Areas at risk for malaria transmission in Africa may decline more than previously expected because of climate change in the 21st century, suggests an ensemble of environmental and hydrologic models. The combined models predicted that the total area of suitable malaria transmission will start to decline in Africa after 2025 through 2100, including in West Africa and as far east as South Sudan. The new study’s approach captures hydrologic features that are typically missed with standard predictive models of malaria transmission, offering a more nuanced view that could inform malaria control efforts in a warming world. Most of the burden of malaria falls on people living in low- and middle-income countries in Africa, where health infrastructure is incomplete and malaria control programs have stalled over recent years.

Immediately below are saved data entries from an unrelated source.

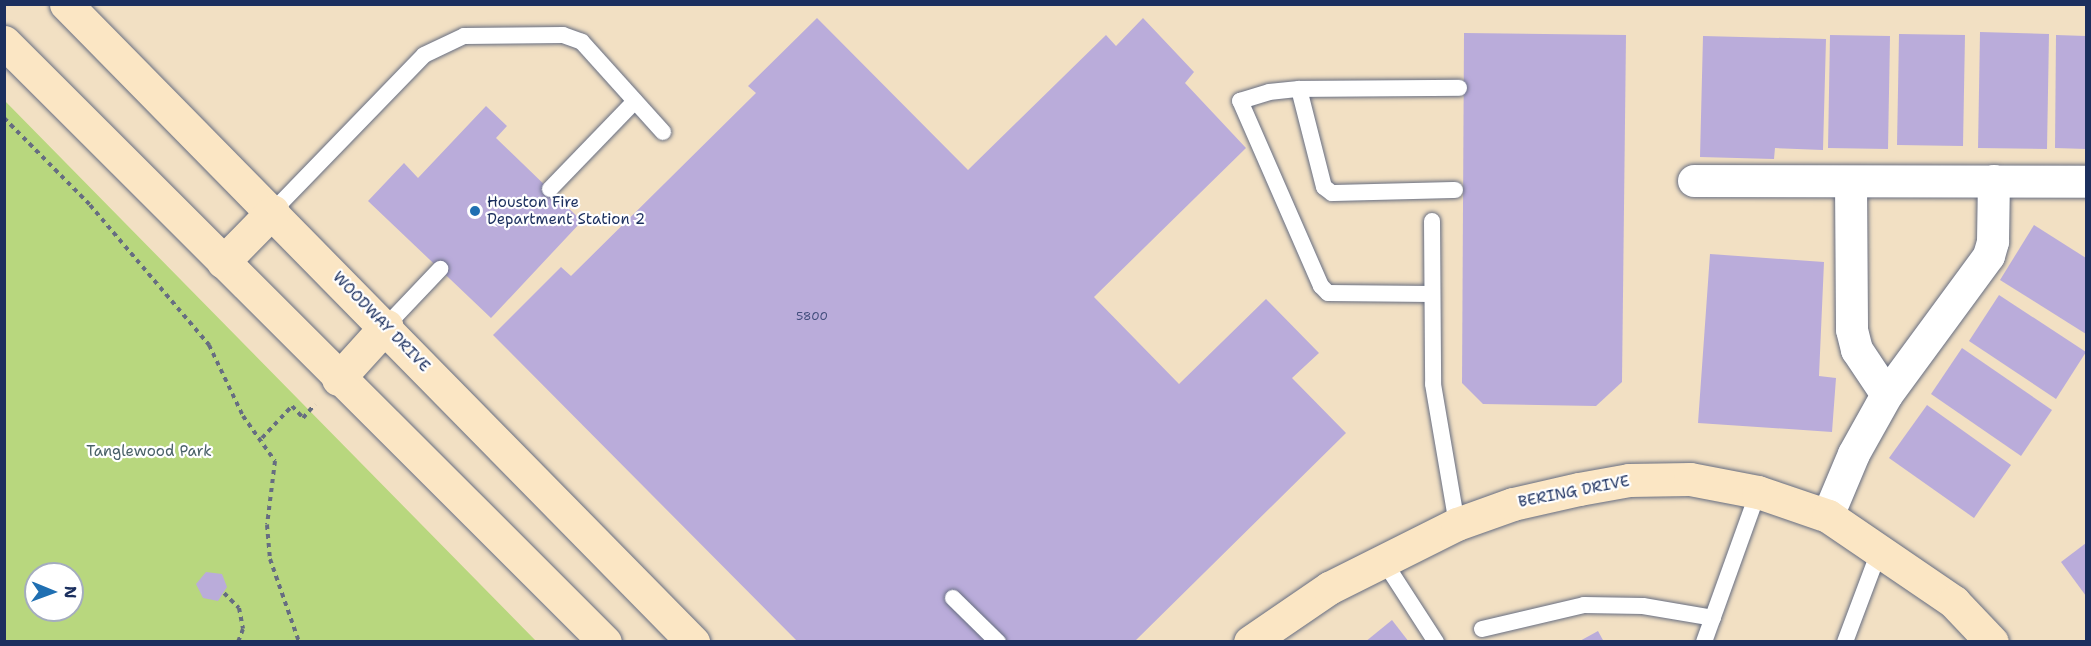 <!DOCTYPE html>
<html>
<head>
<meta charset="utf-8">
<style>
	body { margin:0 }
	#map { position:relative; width:2091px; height:646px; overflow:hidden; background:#f2e0c3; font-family:"Shantell Sans",sans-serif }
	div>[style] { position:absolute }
	.green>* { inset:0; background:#b8d77e }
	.building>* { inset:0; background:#baacda }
	.path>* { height:4px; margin-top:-2px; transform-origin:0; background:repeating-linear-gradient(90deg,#666d81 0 4.5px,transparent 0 9px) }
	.roads { filter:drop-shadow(0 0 2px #666d81) drop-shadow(0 0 2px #666d81) }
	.lane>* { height:16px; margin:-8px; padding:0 8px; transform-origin:8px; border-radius:8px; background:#fff }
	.street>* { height:32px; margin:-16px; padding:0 16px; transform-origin:16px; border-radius:16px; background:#fff }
	.secondary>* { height:33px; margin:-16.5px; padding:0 16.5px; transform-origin:16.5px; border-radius:16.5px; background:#fbe6c4 }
	.dots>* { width:16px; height:16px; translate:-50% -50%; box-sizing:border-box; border:3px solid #fff; border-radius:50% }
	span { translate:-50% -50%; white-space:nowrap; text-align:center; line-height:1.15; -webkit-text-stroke:4.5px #fff; paint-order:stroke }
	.number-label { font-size:12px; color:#434e7d }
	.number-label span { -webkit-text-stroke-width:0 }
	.poi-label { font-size:15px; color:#1b2f5e }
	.left { translate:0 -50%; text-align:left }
	.street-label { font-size:15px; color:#1b2f5e }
	.park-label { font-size:15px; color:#4a6168 }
	.frame { position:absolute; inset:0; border:6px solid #1b2f5e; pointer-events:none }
	.north { position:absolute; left:24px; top:562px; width:60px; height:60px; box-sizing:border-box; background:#fff; border:2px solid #a4acbf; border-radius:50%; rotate:91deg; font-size:16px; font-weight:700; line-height:24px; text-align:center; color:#1b2f5e }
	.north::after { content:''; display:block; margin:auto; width:21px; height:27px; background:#1f6fb2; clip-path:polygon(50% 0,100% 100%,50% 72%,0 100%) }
</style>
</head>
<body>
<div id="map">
	<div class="green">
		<i style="clip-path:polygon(evenodd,5px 101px,536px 641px,4px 641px,5px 101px,36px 574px,72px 574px,72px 610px,36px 610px,36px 574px)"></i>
	</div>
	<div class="building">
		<i style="clip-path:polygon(817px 18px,968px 170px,1106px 35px,1116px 46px,1143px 18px,1194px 72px,1185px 83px,1246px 148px,1094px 297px,1179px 384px,1266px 299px,1319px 353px,1292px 378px,1346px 433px,1134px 642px,798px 642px,493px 335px,561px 267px,571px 276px,756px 93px,748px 86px)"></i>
		<i style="clip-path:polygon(1980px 32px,2049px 34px,2047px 149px,1978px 148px)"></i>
		<i style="clip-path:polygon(1464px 33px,1626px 35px,1622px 382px,1596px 406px,1483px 404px,1462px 383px)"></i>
		<i style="clip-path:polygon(1899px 34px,1965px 35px,1963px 146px,1897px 145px)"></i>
		<i style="clip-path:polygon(1830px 35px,1890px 36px,1888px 149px,1828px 148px)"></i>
		<i style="clip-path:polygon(2056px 35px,2086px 36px,2086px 149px,2055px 148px)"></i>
		<i style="clip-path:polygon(1703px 36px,1826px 39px,1823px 150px,1775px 148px,1774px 159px,1700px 157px)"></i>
		<i style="clip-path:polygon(486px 106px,507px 126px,496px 138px,582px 221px,491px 318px,368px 201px,404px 163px,418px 178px)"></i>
		<i style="clip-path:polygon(2034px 225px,2086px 258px,2086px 334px,2000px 280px)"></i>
		<i style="clip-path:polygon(1710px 254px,1824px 262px,1819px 376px,1836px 378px,1832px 432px,1698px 423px)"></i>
		<i style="clip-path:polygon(1999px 295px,2086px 352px,2056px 399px,1969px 341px)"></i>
		<i style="clip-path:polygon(1962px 348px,2052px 410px,2021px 456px,1931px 394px)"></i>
		<i style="clip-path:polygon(1927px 405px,2011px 465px,1974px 518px,1889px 458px)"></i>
		<i style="clip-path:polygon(2086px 543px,2086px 596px,2061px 562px)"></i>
		<i style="clip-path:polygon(206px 572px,222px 574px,227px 587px,218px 601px,203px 598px,196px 584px)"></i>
		<i style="clip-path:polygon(1392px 620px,1409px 642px,1365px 642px)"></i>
		<i style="clip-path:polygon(1598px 631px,1604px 642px,1578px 642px)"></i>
	</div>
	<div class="path">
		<i style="left:4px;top:118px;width:122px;rotate:45.3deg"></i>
		<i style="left:90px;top:205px;width:184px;rotate:49.6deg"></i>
		<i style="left:209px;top:345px;width:79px;rotate:64.4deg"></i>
		<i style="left:243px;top:416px;width:55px;rotate:54.6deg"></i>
		<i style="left:275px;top:461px;width:64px;rotate:97.1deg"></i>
		<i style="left:267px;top:525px;width:34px;rotate:85deg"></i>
		<i style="left:270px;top:559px;width:88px;rotate:70.7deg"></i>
		<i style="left:262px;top:438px;width:44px;rotate:-46.8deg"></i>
		<i style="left:292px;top:406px;width:16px;rotate:47deg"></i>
		<i style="left:303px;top:418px;width:18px;rotate:-49deg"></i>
		<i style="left:224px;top:593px;width:21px;rotate:45deg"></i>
		<i style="left:239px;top:608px;width:21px;rotate:79deg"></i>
		<i style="left:243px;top:629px;width:14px;rotate:111deg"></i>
	</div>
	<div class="roads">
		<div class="lane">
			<i style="left:1299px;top:89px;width:101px;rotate:75.7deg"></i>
			<i style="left:1324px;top:187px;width:10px;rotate:37deg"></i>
			<i style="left:1332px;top:193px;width:123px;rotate:-1.4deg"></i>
			<i style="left:550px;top:189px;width:122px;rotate:-46deg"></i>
			<i style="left:273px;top:211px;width:217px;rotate:-45.9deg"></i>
			<i style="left:424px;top:55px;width:44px;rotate:-25.4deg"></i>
			<i style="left:464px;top:36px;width:99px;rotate:-0.6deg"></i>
			<i style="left:563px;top:35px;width:20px;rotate:20deg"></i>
			<i style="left:582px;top:42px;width:121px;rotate:48deg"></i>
			<i style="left:1432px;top:221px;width:163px;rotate:89.6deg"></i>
			<i style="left:1433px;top:384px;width:142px;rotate:80.3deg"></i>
			<i style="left:1432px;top:294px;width:104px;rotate:-179.4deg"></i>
			<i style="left:1328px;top:293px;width:10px;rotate:-135deg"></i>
			<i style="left:1321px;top:286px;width:202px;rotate:-113.6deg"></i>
			<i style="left:1240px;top:101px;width:30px;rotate:-17deg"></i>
			<i style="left:1269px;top:92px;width:30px;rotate:-6deg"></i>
			<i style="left:1299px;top:89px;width:160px;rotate:-0.4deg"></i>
			<i style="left:386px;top:326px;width:79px;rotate:-46.5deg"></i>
			<i style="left:1383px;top:560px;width:98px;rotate:57.1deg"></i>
			<i style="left:953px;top:598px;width:63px;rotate:44.4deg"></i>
			<i style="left:1482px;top:629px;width:105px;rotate:-13.2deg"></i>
			<i style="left:1584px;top:605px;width:59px;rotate:1deg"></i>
			<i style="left:1643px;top:606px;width:71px;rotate:9.7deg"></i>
			<i style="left:1704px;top:642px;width:159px;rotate:-70.2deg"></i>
			<i style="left:1845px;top:642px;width:99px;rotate:-69.4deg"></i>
		</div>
		<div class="street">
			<i style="left:1694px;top:181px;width:392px;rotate:0.1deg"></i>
			<i style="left:1851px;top:182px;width:148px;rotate:89.6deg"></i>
			<i style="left:1852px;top:330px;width:21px;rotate:76deg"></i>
			<i style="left:1857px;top:350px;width:54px;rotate:56.3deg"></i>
			<i style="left:1828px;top:516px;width:67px;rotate:-67.2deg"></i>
			<i style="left:1854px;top:454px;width:68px;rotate:-60.8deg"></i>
			<i style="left:1887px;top:395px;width:172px;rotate:-53.7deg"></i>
			<i style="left:1989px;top:256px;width:15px;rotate:-74deg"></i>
			<i style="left:1993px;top:242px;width:61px;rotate:-89.1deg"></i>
		</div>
		<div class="secondary">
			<i style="left:66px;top:4px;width:895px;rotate:45.5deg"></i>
			<i style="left:4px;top:42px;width:849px;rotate:44.95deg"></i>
			<i style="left:223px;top:262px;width:71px;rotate:-45.6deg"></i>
			<i style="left:338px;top:379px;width:72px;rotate:-47.8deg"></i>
			<i style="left:1250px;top:642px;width:96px;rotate:-34.4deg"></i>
			<i style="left:1329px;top:588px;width:143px;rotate:-26.6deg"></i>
			<i style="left:1457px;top:524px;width:59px;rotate:-19.7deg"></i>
			<i style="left:1513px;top:504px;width:68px;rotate:-12.8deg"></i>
			<i style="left:1579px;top:489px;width:51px;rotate:-10.2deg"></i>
			<i style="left:1629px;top:480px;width:61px;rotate:-0.9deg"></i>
			<i style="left:1690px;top:479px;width:69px;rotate:10.8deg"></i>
			<i style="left:1758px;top:492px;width:74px;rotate:18.9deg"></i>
			<i style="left:1828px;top:516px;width:153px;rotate:34.3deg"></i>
			<i style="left:1954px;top:602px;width:55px;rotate:46.5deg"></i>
		</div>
	</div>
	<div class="dots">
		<i style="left:475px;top:211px;background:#1f6fb2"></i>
	</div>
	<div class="number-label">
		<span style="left:812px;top:317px">5800</span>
	</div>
	<div class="poi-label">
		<span class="left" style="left:487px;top:211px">Houston Fire<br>Department Station 2</span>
	</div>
	<div class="street-label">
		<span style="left:381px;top:322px;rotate:46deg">WOODWAY DRIVE</span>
		<span style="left:1574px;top:492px;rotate:-11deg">BERING DRIVE</span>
	</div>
	<div class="park-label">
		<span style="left:149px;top:452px">Tanglewood Park</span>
	</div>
	<div class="frame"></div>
	<div class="north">N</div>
</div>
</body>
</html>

Because it is spread by mosquitoes, malaria is also one of the most prominent climate-sensitive diseases. For example, changes in rainfall could expand or restrict the geographic range of mosquitoes and the availability of standing water that they need to breed, particularly in Africa where the climate is already rapidly shifting. However, most attempts to predict the impact of climate change on malaria have only represented surface water using precipitation, ignoring other important hydrologic features such as river inflow. Instead of relying on one model, Mark Smith and colleagues apply an ensemble of global hydrological and climate models to predict malaria transmission in Africa on a continental scale. They incorporated hydrologic metrics such as surface runoff and evaporation, paying special focus to densely populated areas near large-scale river networks such as the Nile. Compared to precipitation-based models, the ensemble method predicted these changes in area will be more widespread and more sensitive to differing future scenarios of greenhouse gas emissions. “As [new] data sources become increasingly available, we will benefit from their explicit incorporation in projections of hydrological processes to explain physically realistic malaria transmission risk at scales that can inform national operational malaria control strategies,” Smith et al. conclude.